What the task requires. Which lines in the records below hold the word "solid"? Copy each of them.

Data for analysis.
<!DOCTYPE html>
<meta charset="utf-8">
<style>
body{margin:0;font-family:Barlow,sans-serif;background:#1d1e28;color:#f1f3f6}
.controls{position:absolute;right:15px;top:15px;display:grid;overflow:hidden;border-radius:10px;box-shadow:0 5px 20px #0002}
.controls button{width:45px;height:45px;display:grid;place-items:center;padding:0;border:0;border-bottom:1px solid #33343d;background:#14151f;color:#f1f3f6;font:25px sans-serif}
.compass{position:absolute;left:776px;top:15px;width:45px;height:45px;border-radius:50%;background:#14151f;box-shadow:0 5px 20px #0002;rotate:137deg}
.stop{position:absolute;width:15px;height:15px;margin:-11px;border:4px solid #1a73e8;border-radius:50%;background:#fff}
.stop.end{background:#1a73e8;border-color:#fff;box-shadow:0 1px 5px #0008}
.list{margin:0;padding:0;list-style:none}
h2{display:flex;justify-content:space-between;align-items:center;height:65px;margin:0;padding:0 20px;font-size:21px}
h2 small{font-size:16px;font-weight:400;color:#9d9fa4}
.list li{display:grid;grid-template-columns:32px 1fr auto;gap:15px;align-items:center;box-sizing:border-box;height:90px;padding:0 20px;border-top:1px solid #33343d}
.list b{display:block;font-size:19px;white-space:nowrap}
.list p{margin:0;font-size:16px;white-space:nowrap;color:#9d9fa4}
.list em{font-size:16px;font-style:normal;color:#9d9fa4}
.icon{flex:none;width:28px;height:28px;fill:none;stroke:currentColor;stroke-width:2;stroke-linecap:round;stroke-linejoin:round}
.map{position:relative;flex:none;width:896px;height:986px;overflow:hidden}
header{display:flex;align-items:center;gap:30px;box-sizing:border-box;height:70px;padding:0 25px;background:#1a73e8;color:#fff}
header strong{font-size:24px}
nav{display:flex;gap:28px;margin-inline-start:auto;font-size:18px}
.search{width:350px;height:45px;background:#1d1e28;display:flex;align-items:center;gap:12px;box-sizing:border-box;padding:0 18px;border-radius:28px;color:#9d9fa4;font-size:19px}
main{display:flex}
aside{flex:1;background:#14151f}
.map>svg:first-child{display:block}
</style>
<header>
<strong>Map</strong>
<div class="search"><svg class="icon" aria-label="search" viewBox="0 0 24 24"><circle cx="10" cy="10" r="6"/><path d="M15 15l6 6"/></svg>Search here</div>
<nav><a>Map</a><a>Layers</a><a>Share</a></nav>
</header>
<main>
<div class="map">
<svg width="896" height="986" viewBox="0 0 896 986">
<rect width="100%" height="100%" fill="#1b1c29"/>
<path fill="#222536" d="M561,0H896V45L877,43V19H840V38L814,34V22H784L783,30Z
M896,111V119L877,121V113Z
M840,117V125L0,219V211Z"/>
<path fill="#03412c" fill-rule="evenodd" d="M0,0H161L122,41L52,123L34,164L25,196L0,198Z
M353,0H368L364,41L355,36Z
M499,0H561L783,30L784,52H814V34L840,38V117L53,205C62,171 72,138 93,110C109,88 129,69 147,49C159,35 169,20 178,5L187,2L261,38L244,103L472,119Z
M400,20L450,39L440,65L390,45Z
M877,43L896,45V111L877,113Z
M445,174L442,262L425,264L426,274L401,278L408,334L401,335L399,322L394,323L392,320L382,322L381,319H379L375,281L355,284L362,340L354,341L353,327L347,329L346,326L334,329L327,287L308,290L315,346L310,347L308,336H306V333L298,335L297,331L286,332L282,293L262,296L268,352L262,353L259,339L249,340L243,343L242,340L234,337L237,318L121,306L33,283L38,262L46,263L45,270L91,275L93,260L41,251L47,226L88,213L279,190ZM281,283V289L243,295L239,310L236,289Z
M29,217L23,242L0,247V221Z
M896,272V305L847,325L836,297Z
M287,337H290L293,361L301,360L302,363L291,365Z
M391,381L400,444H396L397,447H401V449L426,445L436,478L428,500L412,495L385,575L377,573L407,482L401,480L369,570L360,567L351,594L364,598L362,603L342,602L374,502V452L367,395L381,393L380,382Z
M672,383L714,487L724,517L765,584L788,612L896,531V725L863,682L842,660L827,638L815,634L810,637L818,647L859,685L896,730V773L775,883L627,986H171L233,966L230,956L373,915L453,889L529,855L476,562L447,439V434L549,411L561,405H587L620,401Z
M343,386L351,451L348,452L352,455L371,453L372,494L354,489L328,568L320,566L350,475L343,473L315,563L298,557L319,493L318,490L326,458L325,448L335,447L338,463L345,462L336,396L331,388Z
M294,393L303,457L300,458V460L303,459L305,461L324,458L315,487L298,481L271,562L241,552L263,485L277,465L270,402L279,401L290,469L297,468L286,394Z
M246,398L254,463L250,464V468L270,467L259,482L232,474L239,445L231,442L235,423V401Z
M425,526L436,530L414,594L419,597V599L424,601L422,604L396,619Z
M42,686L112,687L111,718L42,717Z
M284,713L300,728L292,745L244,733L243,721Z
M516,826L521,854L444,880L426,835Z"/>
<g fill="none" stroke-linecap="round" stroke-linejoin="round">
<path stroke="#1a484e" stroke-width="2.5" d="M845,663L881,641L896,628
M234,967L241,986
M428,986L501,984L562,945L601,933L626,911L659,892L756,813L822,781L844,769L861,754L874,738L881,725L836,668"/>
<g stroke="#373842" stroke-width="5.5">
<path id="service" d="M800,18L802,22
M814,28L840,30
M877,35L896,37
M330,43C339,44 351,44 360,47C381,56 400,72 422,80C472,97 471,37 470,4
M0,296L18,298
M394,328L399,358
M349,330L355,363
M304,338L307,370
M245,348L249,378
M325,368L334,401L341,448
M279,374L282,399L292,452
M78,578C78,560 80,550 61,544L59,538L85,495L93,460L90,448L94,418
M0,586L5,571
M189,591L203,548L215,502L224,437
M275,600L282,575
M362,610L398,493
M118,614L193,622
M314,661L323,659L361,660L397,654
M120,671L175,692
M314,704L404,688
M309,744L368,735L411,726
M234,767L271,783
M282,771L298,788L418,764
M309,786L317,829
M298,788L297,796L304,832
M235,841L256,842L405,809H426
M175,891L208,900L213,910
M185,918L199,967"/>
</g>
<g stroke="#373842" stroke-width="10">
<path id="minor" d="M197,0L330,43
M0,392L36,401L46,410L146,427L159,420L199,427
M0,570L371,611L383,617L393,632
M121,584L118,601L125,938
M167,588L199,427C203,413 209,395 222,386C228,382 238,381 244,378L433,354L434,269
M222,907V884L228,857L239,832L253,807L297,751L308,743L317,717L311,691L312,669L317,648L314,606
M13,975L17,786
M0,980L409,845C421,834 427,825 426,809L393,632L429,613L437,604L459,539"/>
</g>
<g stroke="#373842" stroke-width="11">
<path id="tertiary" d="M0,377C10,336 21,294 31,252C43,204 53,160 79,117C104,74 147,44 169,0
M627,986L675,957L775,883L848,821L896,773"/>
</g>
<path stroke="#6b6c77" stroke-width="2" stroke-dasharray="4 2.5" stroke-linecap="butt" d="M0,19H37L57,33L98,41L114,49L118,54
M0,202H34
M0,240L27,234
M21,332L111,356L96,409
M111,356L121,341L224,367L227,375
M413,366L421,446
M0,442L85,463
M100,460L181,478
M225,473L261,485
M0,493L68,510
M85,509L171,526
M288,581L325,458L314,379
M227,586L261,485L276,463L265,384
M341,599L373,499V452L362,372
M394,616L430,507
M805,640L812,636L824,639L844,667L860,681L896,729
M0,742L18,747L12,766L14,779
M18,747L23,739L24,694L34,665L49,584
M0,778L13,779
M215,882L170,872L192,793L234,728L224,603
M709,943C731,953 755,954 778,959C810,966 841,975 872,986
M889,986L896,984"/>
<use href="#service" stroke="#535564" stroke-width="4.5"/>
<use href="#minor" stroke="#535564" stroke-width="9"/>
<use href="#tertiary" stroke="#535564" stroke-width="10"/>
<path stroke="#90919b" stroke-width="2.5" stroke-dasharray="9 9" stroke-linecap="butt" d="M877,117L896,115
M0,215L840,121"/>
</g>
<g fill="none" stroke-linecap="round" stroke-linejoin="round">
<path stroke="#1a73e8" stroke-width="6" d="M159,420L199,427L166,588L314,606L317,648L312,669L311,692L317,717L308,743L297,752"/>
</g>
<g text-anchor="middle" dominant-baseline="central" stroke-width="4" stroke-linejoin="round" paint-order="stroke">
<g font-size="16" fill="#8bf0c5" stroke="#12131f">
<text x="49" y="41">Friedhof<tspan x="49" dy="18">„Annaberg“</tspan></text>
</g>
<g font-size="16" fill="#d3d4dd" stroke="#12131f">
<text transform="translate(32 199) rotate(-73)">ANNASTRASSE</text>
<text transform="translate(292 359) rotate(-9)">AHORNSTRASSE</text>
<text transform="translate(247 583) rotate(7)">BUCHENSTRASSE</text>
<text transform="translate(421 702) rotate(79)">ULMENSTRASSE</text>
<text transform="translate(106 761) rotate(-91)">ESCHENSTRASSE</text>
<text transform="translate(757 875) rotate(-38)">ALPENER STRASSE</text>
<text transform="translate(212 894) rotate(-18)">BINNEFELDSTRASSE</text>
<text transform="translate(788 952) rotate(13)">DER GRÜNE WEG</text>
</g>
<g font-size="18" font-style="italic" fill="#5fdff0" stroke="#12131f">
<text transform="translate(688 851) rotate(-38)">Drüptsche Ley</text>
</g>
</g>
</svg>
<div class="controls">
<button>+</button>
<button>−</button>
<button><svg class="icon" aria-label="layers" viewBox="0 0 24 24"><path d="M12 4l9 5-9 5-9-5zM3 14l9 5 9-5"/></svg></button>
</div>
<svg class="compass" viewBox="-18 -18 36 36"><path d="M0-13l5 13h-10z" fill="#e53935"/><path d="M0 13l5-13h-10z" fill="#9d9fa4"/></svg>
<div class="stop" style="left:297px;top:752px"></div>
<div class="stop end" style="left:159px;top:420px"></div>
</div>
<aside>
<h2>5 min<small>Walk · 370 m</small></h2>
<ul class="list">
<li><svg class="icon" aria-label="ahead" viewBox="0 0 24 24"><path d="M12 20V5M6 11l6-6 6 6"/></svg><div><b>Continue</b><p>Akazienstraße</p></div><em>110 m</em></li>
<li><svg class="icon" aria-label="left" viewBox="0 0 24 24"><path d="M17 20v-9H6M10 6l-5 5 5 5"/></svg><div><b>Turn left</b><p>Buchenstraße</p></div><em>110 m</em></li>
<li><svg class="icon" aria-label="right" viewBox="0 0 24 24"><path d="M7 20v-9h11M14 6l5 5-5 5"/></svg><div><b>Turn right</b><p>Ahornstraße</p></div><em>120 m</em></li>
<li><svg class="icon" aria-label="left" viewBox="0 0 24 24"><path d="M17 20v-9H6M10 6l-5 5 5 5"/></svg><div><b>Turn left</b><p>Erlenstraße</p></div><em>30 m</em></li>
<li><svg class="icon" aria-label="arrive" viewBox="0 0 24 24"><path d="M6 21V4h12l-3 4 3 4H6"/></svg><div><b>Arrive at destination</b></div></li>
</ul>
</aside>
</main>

Output for this task.
.controls button{width:45px;height:45px;display:grid;place-items:center;padding:0;border:0;border-bottom:1px solid #33343d;background:#14151f;color:#f1f3f6;font:25px sans-serif}
.stop{position:absolute;width:15px;height:15px;margin:-11px;border:4px solid #1a73e8;border-radius:50%;background:#fff}
.list li{display:grid;grid-template-columns:32px 1fr auto;gap:15px;align-items:center;box-sizing:border-box;height:90px;padding:0 20px;border-top:1px solid #33343d}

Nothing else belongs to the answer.